Yes, that's correct; which ever works towards your needs.

What "crawl budget." are you referring to?

As for the WP noindex question, I'll yield to those more knowledgeable with WP.
2:37 am on Dec 3, 2016 (gmt 0)

Administrator from US 

WebmasterWorld Administrator not2easy is a WebmasterWorld Top Contributor of All Time 10+ Year Member Top Contributors Of The Month

joined:Dec 27, 2006
posts:3566
votes: 197


Is this a WordPress blog? It's a good idea to limit the types of pages that are indexed since WP offers so many ways to find the same content. The problem with disallowing the pages you don't want to index is that robots will follow links from one part of your site to another. So you can tell Google not to crawl your /tag/ directories but that does not prevent them from being indexed.

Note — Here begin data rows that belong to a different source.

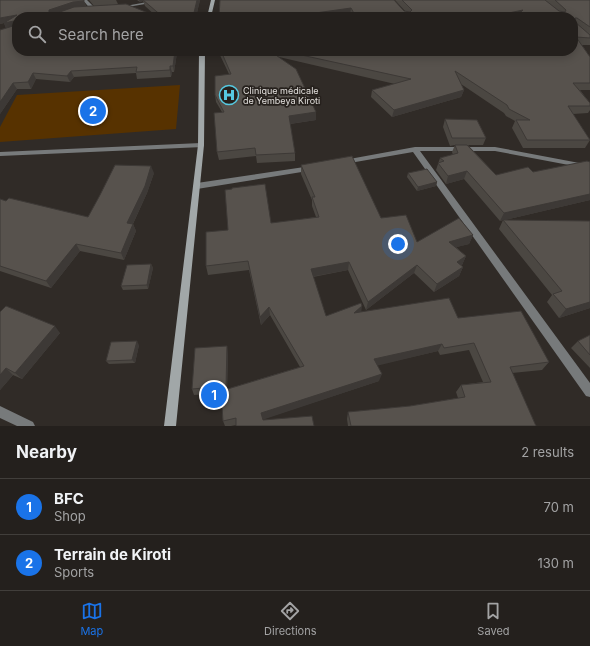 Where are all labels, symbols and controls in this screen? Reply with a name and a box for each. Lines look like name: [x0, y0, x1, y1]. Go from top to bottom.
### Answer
search box: [12, 12, 578, 56]
icon: search: [26, 23, 48, 45]
text: Search here: [58, 25, 144, 44]
hospital icon: Clinique médicale de Yembeya Kiroti: [218, 84, 240, 106]
place label: Clinique médicale de Yembeya Kiroti: [243, 85, 320, 106]
pin: 2: [80, 96, 106, 126]
your location: [388, 234, 408, 254]
pin: 1: [201, 380, 227, 410]
text: Nearby: [16, 442, 77, 462]
text: 2 results: [521, 444, 574, 460]
text: BFC: [54, 489, 84, 508]
text: 1: [26, 499, 32, 515]
text: 70 m: [544, 499, 574, 515]
text: Shop: [54, 508, 86, 524]
text: Terrain de Kiroti: [54, 545, 171, 564]
text: 2: [25, 555, 33, 571]
text: 130 m: [537, 555, 574, 571]
text: Sports: [54, 564, 94, 580]
tab: Map: [80, 600, 103, 638]
tab: Directions: [264, 600, 317, 638]
tab: Saved: [477, 600, 510, 638]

Are you using a plugin to create your sitemaps and if so does your plugin give you control of what taxonomy is being submitted?
5:29 am on Dec 3, 2016 (gmt 0)

Administrator

WebmasterWorld Administrator phranque is a WebmasterWorld Top Contributor of All Time 10+ Year Member Top Contributors Of The Month

joined:Aug 10, 2004
posts:11165
votes: 116


The problem with disallowing the pages you don't want to index is that robots will follow links from one part of your site to another. So you can tell Google not to crawl your /tag/ directories but that does not prevent them from being indexed.

another way of stating this is that when the crawler is blocked by robots.txt it won't see the noindex.
it does however know the url and perhaps some anchor text and context...
6:27 am on Dec 3, 2016 (gmt 0)

Moderator from US 

WebmasterWorld Administrator keyplyr is a WebmasterWorld Top Contributor of All Time 10+ Year Member Top Contributors Of The Month

joined:Sept 26, 2001
posts:10658
votes: 631


Which is why access to robots.txt should always be allowed. So don't block the crawler by name, only noindex the specific files/pages.